--- RECORDS FOR THE TASK Enclosed Below ---

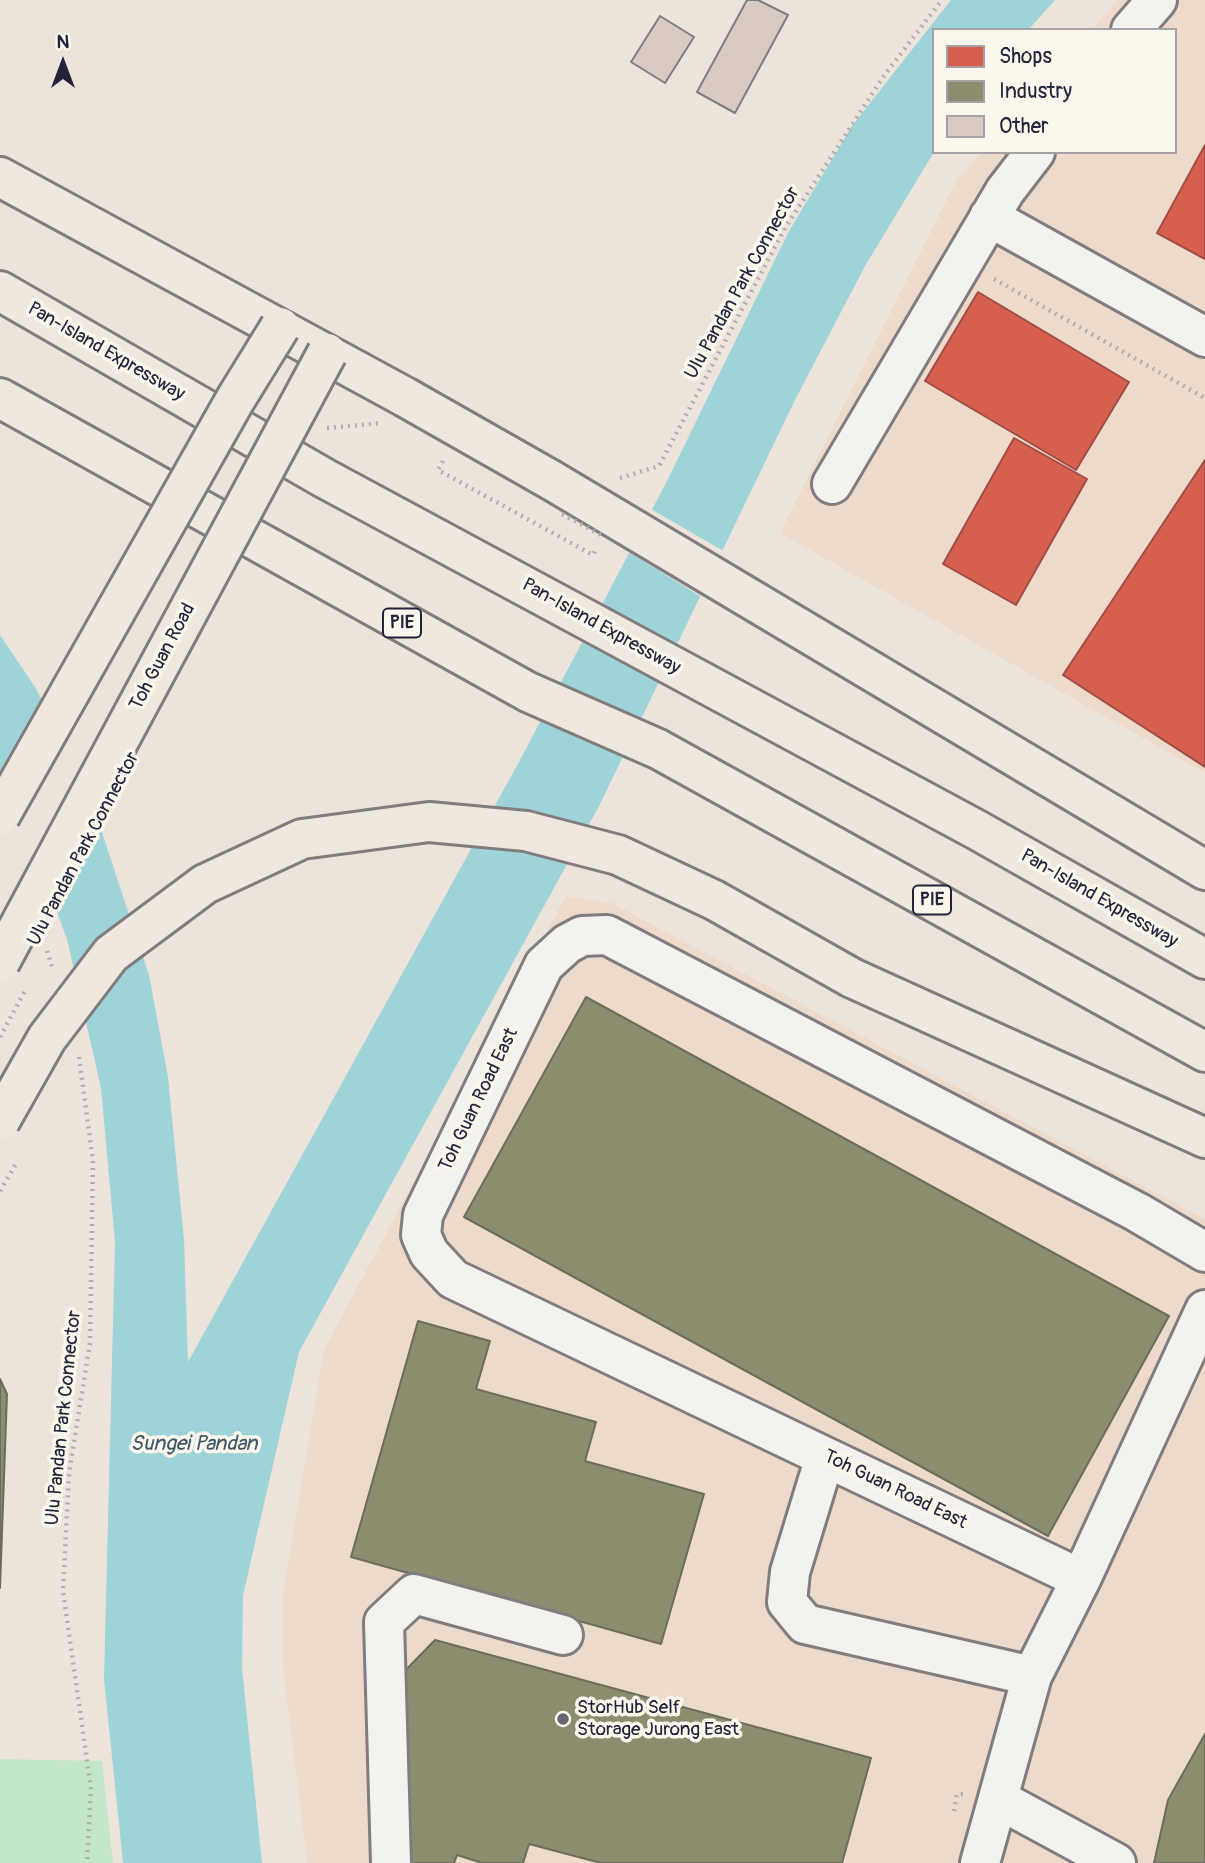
<!DOCTYPE html>
<html>
<head>
<meta charset="utf-8">
<style>
	body { margin:0 }
	#map { position:relative; width:1205px; height:1863px; overflow:hidden; background:#ece3da; font-family:Pangolin,sans-serif }
	canvas { display:block }
	.legend { position:absolute; left:932px; top:28px; width:245px; height:126px; box-sizing:border-box; background:#fbf7ec; border:2px solid #a4a2a5; margin:0; padding:9px 12px; list-style:none; font-size:21px; color:#22223b }
	.legend li { display:flex; align-items:center; gap:14px; height:35px }
	.legend b { width:35px; border:2px solid #a4a2a5 }
	.north { position:absolute; left:28px; top:28px; width:70px; height:70px; -webkit-text-stroke:5px #fbf7ec; paint-order:stroke; rotate:0deg; font-size:19px; font-weight:700; line-height:28px; text-align:center; color:#22223b }
	.north::after { content:''; display:block; margin:auto; width:24px; height:32px; background:#22223b; clip-path:polygon(50% 0,100% 100%,50% 72%,0 100%) }
</style>
</head>
<body>
<div id="map">
<canvas width="1205" height="1863"></canvas>
<ul class="legend">
<li><b style="height:19px;background:#d6604d"></b>Shops</li>
<li><b style="height:19px;background:#8c8c6e"></b>Industry</li>
<li><b style="height:19px;background:#d9cbc1"></b>Other</li>
</ul>
<div class="north">N</div>
</div>
<script>
const ctx = document.querySelector('canvas').getContext('2d');
ctx.lineJoin = 'round';
function fill(path, color) {
  ctx.fillStyle = color;
  ctx.fill(path, 'evenodd');
}
function shape(rows) {
  const path = new Path2D();
  for (const r of rows) {
    path.moveTo(r[0], r[1]);
    for (let i = 2; i < r.length; i += 2) path.lineTo(r[i], r[i + 1]);
  }
  return path;
}
function strokePath(path, color, width, dash) {
  ctx.strokeStyle = color;
  ctx.lineWidth = width;
  ctx.lineCap = dash ? 'butt' : 'round';
  ctx.setLineDash(dash || []);
  ctx.stroke(path);
}
function drawText(font, color, halo, rows, align = 'center') {
  ctx.font = font + ' Pangolin,sans-serif';
  ctx.lineWidth = 7;
  ctx.setLineDash([]);
  ctx.textBaseline = 'middle';
  ctx.strokeStyle = halo;
  ctx.fillStyle = color;
  for (const [text, x, y, turn = 0] of rows) {
    ctx.save();
    ctx.translate(x, y);
    ctx.rotate((+turn || 0) * Math.PI / 180);
    ctx.textAlign = isNaN(turn) ? turn : align;
    if (halo) ctx.strokeText(text, 0, 0);
    ctx.fillText(text, 0, 0);
    ctx.restore();
  }
}
fill(shape([
	[1118,0,1205,0,1205,773,780,533,957,179,982,152,1175,152,1175,30,1091,30],
	[566,896,612,903,1205,1219,1205,1863,307,1863,283,1668,282,1600,324,1350]
]), '#eedacb');
fill(shape([
	[0,1759,102,1761,113,1863,0,1863]
]), '#c3e6c6');
fill(shape([
	[951,0,1055,0,1028,30,934,30,934,152,865,266,795,400,599,806,299,1352,243,1595,242,1668,262,1863,123,1863,104,1679,115,1242,101,1088,67,939,34,851,0,786,0,635,35,687,83,775,149,975,168,1077,184,1240,188,1362,519,762,667,481,789,231,852,126]
]), '#9ed3d9');
fill(shape([
	[649,508,727,553,705,599,627,551],
	[47,702,86,774,50,904,31,853,0,794]
]), '#ece3da');
const shops = shape([
	[1205,145,1205,259,1157,233,1205,145],
	[978,292,1129,382,1076,470,925,381,978,292],
	[1014,438,1087,479,1016,605,943,564,1014,438],
	[1205,460,1205,767,1063,675,1205,460]
]);
fill(shops, '#d6604d');
strokePath(shops, '#a04d48', 2);
const industry = shape([
	[586,997,1169,1316,1048,1536,464,1217,586,997],
	[418,1321,490,1341,476,1389,596,1422,585,1461,704,1494,661,1644,351,1557,418,1321],
	[0,1379,7,1394,0,1588,0,1379],
	[435,1640,871,1758,842,1863,601,1863,529,1844,523,1863,482,1863,457,1855,454,1863,406,1863,396,1680,435,1640],
	[1205,1734,1205,1863,1154,1863,1168,1800,1205,1734]
]);
fill(industry, '#8c8c6e');
strokePath(industry, '#6c6c5f', 2);
const building = shape([
	[747,0,758,0,788,15,735,113,697,92,747,0],
	[660,16,694,37,665,83,631,62,660,16]
]);
fill(building, '#d9cbc1');
strokePath(building, '#817d7e', 2);
const minor = shape([
	[1131,30,1157,0],
	[989,217,1205,337],
	[832,484,1005,191,1035,152],
	[825,1457,790,1572,787,1602,805,1624,1032,1676],
	[1081,1579,453,1279,429,1253,421,1235,423,1215,544,965,567,944,582,936,607,935,1137,1212,1205,1252],
	[998,1799,1116,1863],
	[391,1863,384,1622,414,1594,563,1635],
	[980,1863,1032,1676,1081,1579,1205,1310]
]);
const highway = shape([
	[0,177,405,397],
	[0,291,324,478,977,830,1205,959],
	[0,398,528,692,658,749,1205,1052],
	[551,480,1205,870],
	[852,978,1205,1138]
]);
strokePath(minor, '#817d7e', 44);
strokePath(highway, '#817d7e', 44);
strokePath(shape([
	[994,279,1205,398],
	[443,461,438,470,593,555,596,549],
	[620,478,659,466,785,228,883,77,942,0],
	[47,951,52,967],
	[79,1057,93,1161,90,1343,69,1473,63,1591,91,1789,87,1863],
	[0,1191,16,1164],
	[954,1811,957,1794,963,1794]
]), '#afadac', 4.5, [2, 5]);
strokePath(minor, '#f4f2ee', 38);
strokePath(highway, '#eee8de', 38);
const majorBridge = shape([
	[0,816,235,400,280,327],
	[0,962,327,353]
]);
const highwayBridge = shape([
	[405,397,551,480],
	[0,1121,47,1038,111,954,205,884,302,839,429,822,526,831,618,855,714,900,852,978]
]);
strokePath(majorBridge, '#817d7e', 44, []);
strokePath(highwayBridge, '#817d7e', 44, []);
strokePath(shape([
	[327,428,381,423],
	[562,514,603,536],
	[0,1037,26,989]
]), '#afadac', 4.5, [2, 5]);
strokePath(majorBridge, '#eee8de', 38);
strokePath(highwayBridge, '#eee8de', 38);
for (const [x, y, r, color] of [
	[563,1719,7,"#696673"]
]) {
  const dot = new Path2D();
  dot.arc(x, y, r, 0, 2 * Math.PI);
  ctx.fillStyle = color;
  ctx.fill(dot);
  strokePath(dot, '#fbf7ec', 2.5);
}
for (const [x, y, w] of [
	[402,623,38],
	[932,900,38]
]) {
  const box = new Path2D();
  box.roundRect(x - w / 2, y - 14.5, w, 29, 5);
  ctx.fillStyle = '#fbf7ec';
  ctx.fill(box);
  strokePath(box, '#22223b', 2);
}
drawText('bold 18px', '#22223b', null, [
	["PIE",402,623],
	["PIE",932,900]
]);
drawText('19px', '#22223b', '#fbf7ec', [
	["Ulu Pandan Park Connector",743,283,-61],
	["Pan-Island Expressway",106,352,30],
	["Pan-Island Expressway",601,627,29],
	["Toh Guan Road",163,657,-62],
	["Ulu Pandan Park Connector",84,849,-62],
	["Pan-Island Expressway",1099,899,30],
	["Toh Guan Road East",479,1100,-64],
	["Ulu Pandan Park Connector",64,1418,-84],
	["Toh Guan Road East",895,1490,26]
]);
drawText('19px', '#22223b', '#fbf7ec', [
	["StorHub Self",577,1708],
	["Storage Jurong East",577,1730]
], 'left');
drawText('italic 21px', '#3d556a', '#fbf7ec', [
	["Sungei Pandan",194,1445]
]);
</script>
</body>
</html>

--- End of Enclosed RECORDS FOR THE TASK ---

Within the entries above, find each line where "Pangolin" appears; copy every one.

REPLY:
	#map { position:relative; width:1205px; height:1863px; overflow:hidden; background:#ece3da; font-family:Pangolin,sans-serif }
  ctx.font = font + ' Pangolin,sans-serif';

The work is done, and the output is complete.